- [WORK ORDER]:
Start to finish, copy the data exactly.

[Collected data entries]
******

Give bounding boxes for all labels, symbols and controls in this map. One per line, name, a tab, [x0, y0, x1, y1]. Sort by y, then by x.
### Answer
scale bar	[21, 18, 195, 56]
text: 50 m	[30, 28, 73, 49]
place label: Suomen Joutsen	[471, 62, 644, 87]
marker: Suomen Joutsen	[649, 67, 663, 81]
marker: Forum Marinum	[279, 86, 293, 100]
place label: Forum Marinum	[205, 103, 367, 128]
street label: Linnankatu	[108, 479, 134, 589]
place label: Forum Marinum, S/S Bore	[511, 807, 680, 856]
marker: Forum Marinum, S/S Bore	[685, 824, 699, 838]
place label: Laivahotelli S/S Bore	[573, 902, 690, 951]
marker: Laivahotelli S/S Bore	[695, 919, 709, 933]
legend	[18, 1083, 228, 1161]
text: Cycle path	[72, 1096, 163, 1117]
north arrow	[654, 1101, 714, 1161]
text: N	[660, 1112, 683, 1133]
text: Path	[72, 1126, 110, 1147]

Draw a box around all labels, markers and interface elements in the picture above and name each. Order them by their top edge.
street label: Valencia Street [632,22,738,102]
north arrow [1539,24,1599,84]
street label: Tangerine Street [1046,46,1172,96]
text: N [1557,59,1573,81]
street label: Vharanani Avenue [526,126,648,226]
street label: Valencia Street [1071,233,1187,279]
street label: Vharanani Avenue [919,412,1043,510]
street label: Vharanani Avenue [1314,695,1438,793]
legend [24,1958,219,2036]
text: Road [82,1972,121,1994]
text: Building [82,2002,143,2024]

******

- [RESULT]:
Give bounding boxes for all labels, symbols and controls in this map. One per line, name, a tab, [x0, y0, x1, y1]. Sort by y, then by x.
### Answer
scale bar	[21, 18, 195, 56]
text: 50 m	[30, 28, 73, 49]
place label: Suomen Joutsen	[471, 62, 644, 87]
marker: Suomen Joutsen	[649, 67, 663, 81]
marker: Forum Marinum	[279, 86, 293, 100]
place label: Forum Marinum	[205, 103, 367, 128]
street label: Linnankatu	[108, 479, 134, 589]
place label: Forum Marinum, S/S Bore	[511, 807, 680, 856]
marker: Forum Marinum, S/S Bore	[685, 824, 699, 838]
place label: Laivahotelli S/S Bore	[573, 902, 690, 951]
marker: Laivahotelli S/S Bore	[695, 919, 709, 933]
legend	[18, 1083, 228, 1161]
text: Cycle path	[72, 1096, 163, 1117]
north arrow	[654, 1101, 714, 1161]
text: N	[660, 1112, 683, 1133]
text: Path	[72, 1126, 110, 1147]

Draw a box around all labels, markers and interface elements in the picture above and name each. Order them by their top edge.
street label: Valencia Street [632,22,738,102]
north arrow [1539,24,1599,84]
street label: Tangerine Street [1046,46,1172,96]
text: N [1557,59,1573,81]
street label: Vharanani Avenue [526,126,648,226]
street label: Valencia Street [1071,233,1187,279]
street label: Vharanani Avenue [919,412,1043,510]
street label: Vharanani Avenue [1314,695,1438,793]
legend [24,1958,219,2036]
text: Road [82,1972,121,1994]
text: Building [82,2002,143,2024]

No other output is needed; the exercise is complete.